[Opening INFORMATION SUPPLIED section]
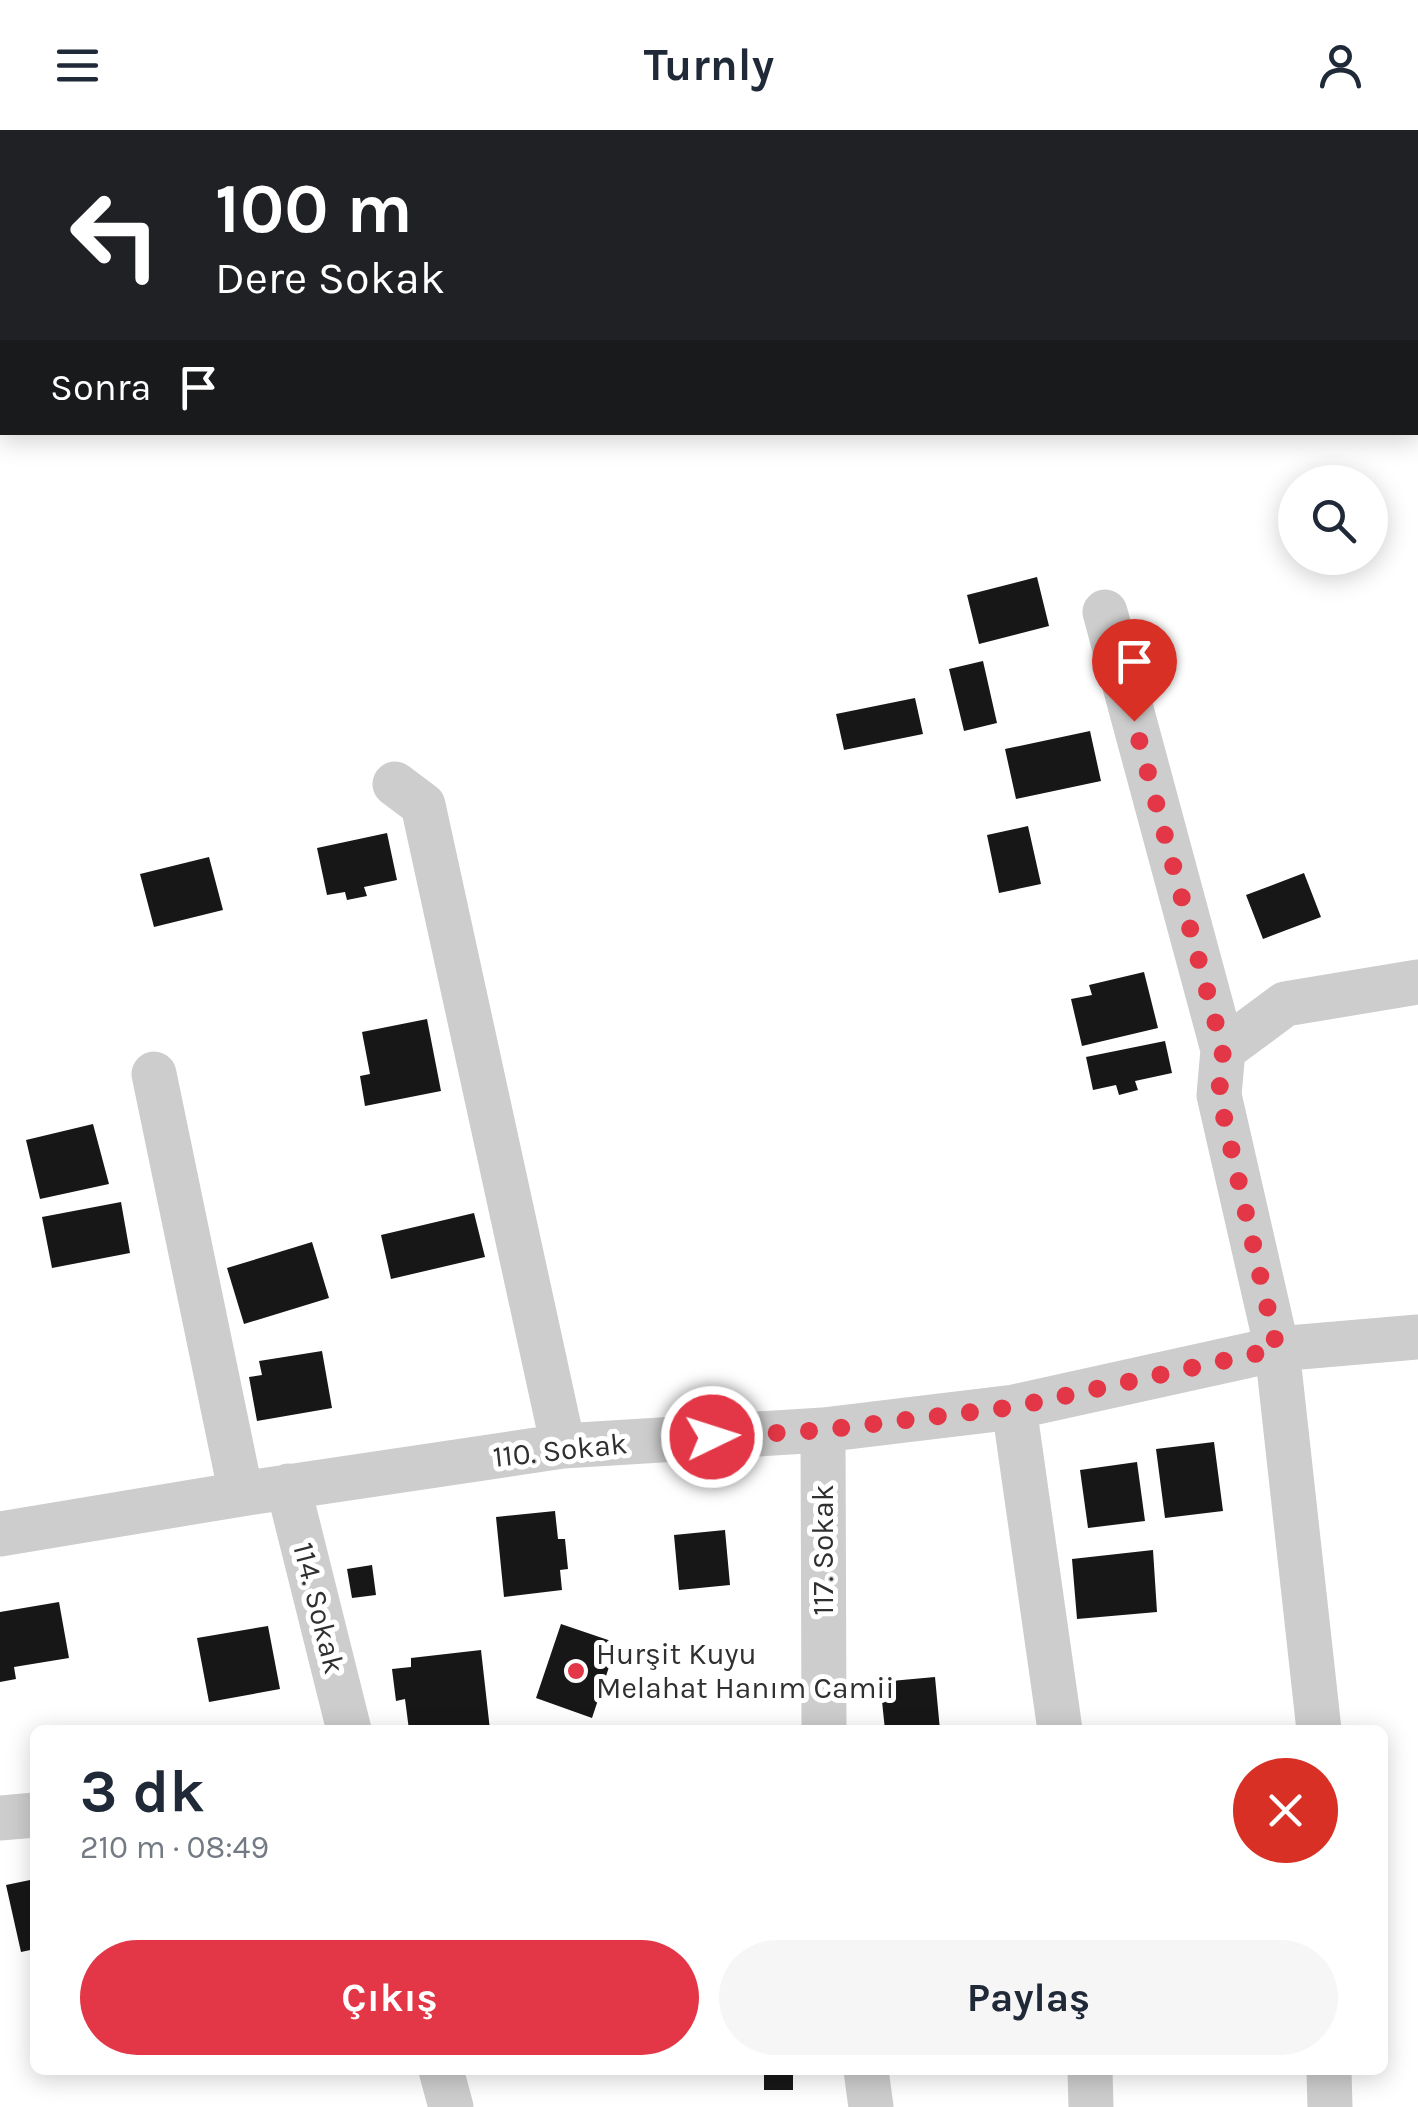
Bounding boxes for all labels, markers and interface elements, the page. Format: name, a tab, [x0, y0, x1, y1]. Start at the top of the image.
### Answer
icon: menu	[50, 38, 105, 93]
icon: person	[1313, 38, 1368, 93]
text: Turnly	[644, 39, 774, 91]
text: 100 m	[215, 168, 413, 250]
icon: left	[50, 170, 180, 300]
text: Dere Sokak	[215, 252, 445, 304]
icon: arrive	[171, 360, 226, 415]
text: Sonra	[50, 365, 151, 410]
map controls	[1278, 465, 1388, 575]
button: search	[1278, 465, 1388, 575]
pin	[1092, 619, 1177, 722]
icon: arrive	[1107, 634, 1162, 689]
position arrow	[660, 1385, 764, 1489]
street label: 110. Sokak	[491, 1425, 629, 1475]
street label: 117. Sokak	[805, 1484, 841, 1616]
street label: 114. Sokak	[285, 1539, 353, 1677]
place label: Hurşit Kuyu Melahat Hanım Camii	[596, 1636, 894, 1706]
marker: Hurşit Kuyu Melahat Hanım Camii	[565, 1660, 587, 1682]
text: 3 dk	[80, 1756, 205, 1826]
button: close	[1233, 1758, 1338, 1863]
text: 210 m · 08:49	[80, 1829, 269, 1866]
button: Çıkış	[80, 1940, 699, 2055]
button: Paylaş	[719, 1940, 1338, 2055]

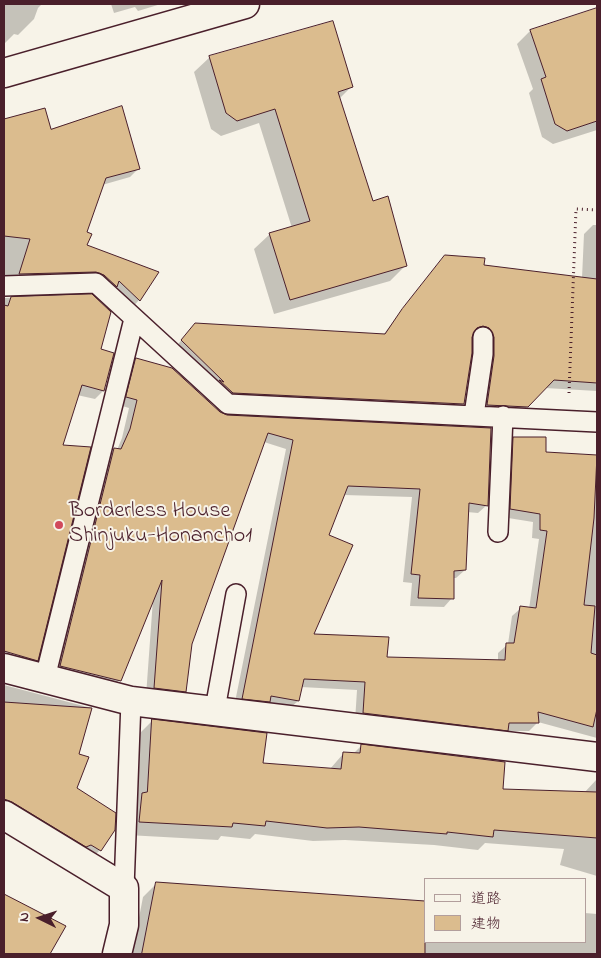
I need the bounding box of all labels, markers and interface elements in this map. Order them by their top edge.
place label: Borderless House Shinjuku-Honancho1 [69,499,252,550]
marker: Borderless House Shinjuku-Honancho1 [53,519,65,531]
legend [424,878,586,943]
text: 道路 [471,888,501,910]
north arrow [15,893,65,943]
text: N [14,911,35,922]
text: 建物 [471,913,501,935]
[Closing INFORMATION SUPPLIED section]
◆ EXERCISE GOAL:
In your copy of the records above, include no pictures and match every line exactly.

◆ RESPONSE:
Bounding boxes for all labels, markers and interface elements, the page. Format: name, a tab, [x0, y0, x1, y1]. Start at the top of the image.
### Answer
icon: menu	[50, 38, 105, 93]
icon: person	[1313, 38, 1368, 93]
text: Turnly	[644, 39, 774, 91]
text: 100 m	[215, 168, 413, 250]
icon: left	[50, 170, 180, 300]
text: Dere Sokak	[215, 252, 445, 304]
icon: arrive	[171, 360, 226, 415]
text: Sonra	[50, 365, 151, 410]
map controls	[1278, 465, 1388, 575]
button: search	[1278, 465, 1388, 575]
pin	[1092, 619, 1177, 722]
icon: arrive	[1107, 634, 1162, 689]
position arrow	[660, 1385, 764, 1489]
street label: 110. Sokak	[491, 1425, 629, 1475]
street label: 117. Sokak	[805, 1484, 841, 1616]
street label: 114. Sokak	[285, 1539, 353, 1677]
place label: Hurşit Kuyu Melahat Hanım Camii	[596, 1636, 894, 1706]
marker: Hurşit Kuyu Melahat Hanım Camii	[565, 1660, 587, 1682]
text: 3 dk	[80, 1756, 205, 1826]
button: close	[1233, 1758, 1338, 1863]
text: 210 m · 08:49	[80, 1829, 269, 1866]
button: Çıkış	[80, 1940, 699, 2055]
button: Paylaş	[719, 1940, 1338, 2055]

I need the bounding box of all labels, markers and interface elements in this map. Order them by their top edge.
place label: Borderless House Shinjuku-Honancho1 [69,499,252,550]
marker: Borderless House Shinjuku-Honancho1 [53,519,65,531]
legend [424,878,586,943]
text: 道路 [471,888,501,910]
north arrow [15,893,65,943]
text: N [14,911,35,922]
text: 建物 [471,913,501,935]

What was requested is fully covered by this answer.